Teigruhe

Die Teigruhe[1] ist ein Fachbegriff aus der Bäckerei und beschreibt das Zeitintervall zwischen Teigbereitung (Knetung) und Weiterverarbeitung zum Endprodukt. Zeiten von 10 bis 60 Minuten sind möglich, bei Sauerteigen deutlich länger, bis zu 24 Stunden.

Die Teigruhe kann im Knetkessel erfolgen, dann spricht man von Kesselgare. Oft wird der Teig aus der Maschine genommen und abgedeckt auf der Arbeitsplatte gelagert.

Ergebnisse der Teigruhe:

  • Aromaentwicklung im Teig
  • Verquellung des Mehles
  • Bildung von Alkohol und CO2 durch Hefeaktivität
  • Entspannung des Klebereiweißes, dadurch wird er leichter zu verarbeiten

Die Abdeckung des Teiges erfolgt meist mit Tüchern oder Plastikfolien, um ein Austrocknen des Teiges zu verhindern.

Häufig werden zwei Ruhezeiten verwendet: Während der Stockgare ruht der Teig in sauerstoffarmer Umgebung bei niedrigen Temperaturen. Hierbei vermehren sich die Hefepilze im Teig.[2] Danach wird der Teig erneut durchgeknetet und geformt. Bei der folgenden Stückgare findet die Gärung in einer oft wärmeren Umgebung statt.[3]
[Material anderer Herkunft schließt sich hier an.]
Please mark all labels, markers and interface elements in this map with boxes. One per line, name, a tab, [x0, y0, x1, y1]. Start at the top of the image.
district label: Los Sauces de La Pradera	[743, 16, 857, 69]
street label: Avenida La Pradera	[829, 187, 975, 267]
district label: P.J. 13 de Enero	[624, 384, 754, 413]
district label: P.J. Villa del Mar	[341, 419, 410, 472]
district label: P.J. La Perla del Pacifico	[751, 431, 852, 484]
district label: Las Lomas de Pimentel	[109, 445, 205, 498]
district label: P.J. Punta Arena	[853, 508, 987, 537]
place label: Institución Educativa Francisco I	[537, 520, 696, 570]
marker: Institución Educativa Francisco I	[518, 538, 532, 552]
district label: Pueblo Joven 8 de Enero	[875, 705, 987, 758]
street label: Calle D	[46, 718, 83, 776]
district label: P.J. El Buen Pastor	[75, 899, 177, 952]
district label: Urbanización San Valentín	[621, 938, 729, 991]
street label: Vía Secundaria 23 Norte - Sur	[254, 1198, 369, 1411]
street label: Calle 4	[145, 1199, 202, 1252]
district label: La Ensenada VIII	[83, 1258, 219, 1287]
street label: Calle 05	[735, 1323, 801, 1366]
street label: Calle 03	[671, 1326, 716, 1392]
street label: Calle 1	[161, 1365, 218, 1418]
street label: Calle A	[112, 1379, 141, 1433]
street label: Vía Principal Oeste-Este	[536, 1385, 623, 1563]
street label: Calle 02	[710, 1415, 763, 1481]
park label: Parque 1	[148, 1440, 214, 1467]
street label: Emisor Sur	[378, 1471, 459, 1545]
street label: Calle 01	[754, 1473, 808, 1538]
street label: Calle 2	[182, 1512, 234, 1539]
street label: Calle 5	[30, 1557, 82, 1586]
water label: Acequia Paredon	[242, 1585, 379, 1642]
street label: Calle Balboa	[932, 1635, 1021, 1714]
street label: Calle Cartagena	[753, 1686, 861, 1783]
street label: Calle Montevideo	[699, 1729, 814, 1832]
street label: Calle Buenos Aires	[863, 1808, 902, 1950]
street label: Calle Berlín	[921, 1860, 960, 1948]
Durch eine längere Teigruhe wird die Bekömmlichkeit von Brot verbessert. Nach einer Studie der Universität Hohenheim beruht das darauf, dass während der Gare FODMAPs, also Kohlenhydrate und Zuckeralkohole, die im Dünndarm nur schlecht resorbiert werden, innerhalb weniger Stunden deutlich reduziert werden.[4]

Einzelnachweise

  1. Teigruhe. In: Lebensmittellexikon.de. Abgerufen am 12. April 2021.
  2. Kira Welling: Ruhezeit beim Brotbacken: Warum Teigruhe wichtig ist. Teigruhe - das sind die Unterschiede bei der Ruhezeit. Chip, 11. Dezember 2019, abgerufen am 7. Oktober 2025.
  3. Stückgare. In: Bäcker Begriffe. Hofbräuhaus Kunstmühle, abgerufen am 7. Oktober 2025.
  4. Jana Tashina Wörrle: Lange Teigführung? Besser verträgliches Brot. Deutsche Handwerks Zeitung, 15. Juli 2019, abgerufen am 7. Oktober 2025.